President Reuven (Ruvi) Rivlin’s remarks this evening, Saturday 22 December / 14 Tevet, on the passing of Simcha ‘Kozik’ Rotem, the last of the fighters from the Warsaw Ghetto uprising:
“This evening, we part from Kozik, the young man who became Simcha Rotem, the last of the Warsaw Ghetto fighters. Kozik went back to the ghetto in 1942, at the age of 18, three months after his parents sent him to Radom so he could escape the fate of most Polish Jews. He heard what was happening in the ghetto and had to be there.
When he got there, he found himself wandering amongst the ruins, searching in vain for voices and faces. He only found death and destruction. ‘I sat in those ruins,' he said in his testimony, ‘not knowing exactly where I was, but I knew I was in the ghetto. ….I imagined that I was the last Jew in the ghetto, or in all of Warsaw.’
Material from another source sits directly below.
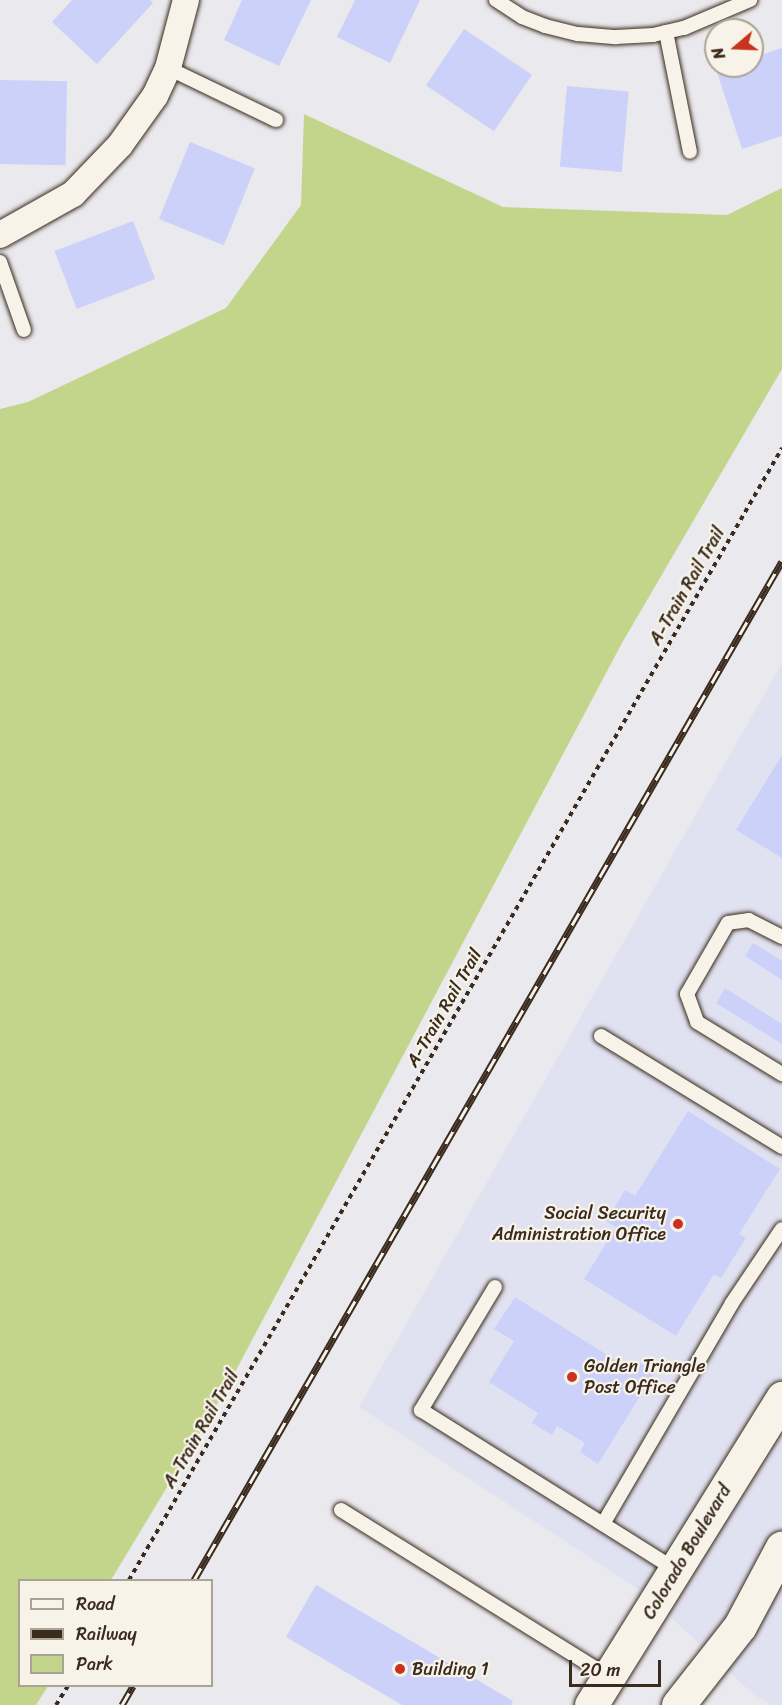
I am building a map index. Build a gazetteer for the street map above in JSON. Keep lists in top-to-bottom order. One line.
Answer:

Kozik was not the last Jew in the Warsaw Ghetto. He joined the uprising and helped save dozens of fighters, including two of its leaders, Antek Zukerman and Zvia Lubetkin. When he immigrated to Israel after the war, Kozik established a home and a family and served the country in a range of positions that he could only have dreamed of when he sat, head in his hands, desperate and terrified in the ruins of the ghetto. The man who thought he was the last Jew in the ghetto and in all of Warsaw, became the last living fighter of the Warsaw Ghetto uprising.
When asked about the message he would want to pass on to Israeli youth, he answered: “To be a human being. We are animals on two legs. No more than that – that’s what I think, that’s what I feel. But amongst us animals, the two-legged ones, there are some who are also human beings, and who deserve the name.”
Thank you for everything, Kozik. We promise to try, every day, to be worth of the name ‘human being’.”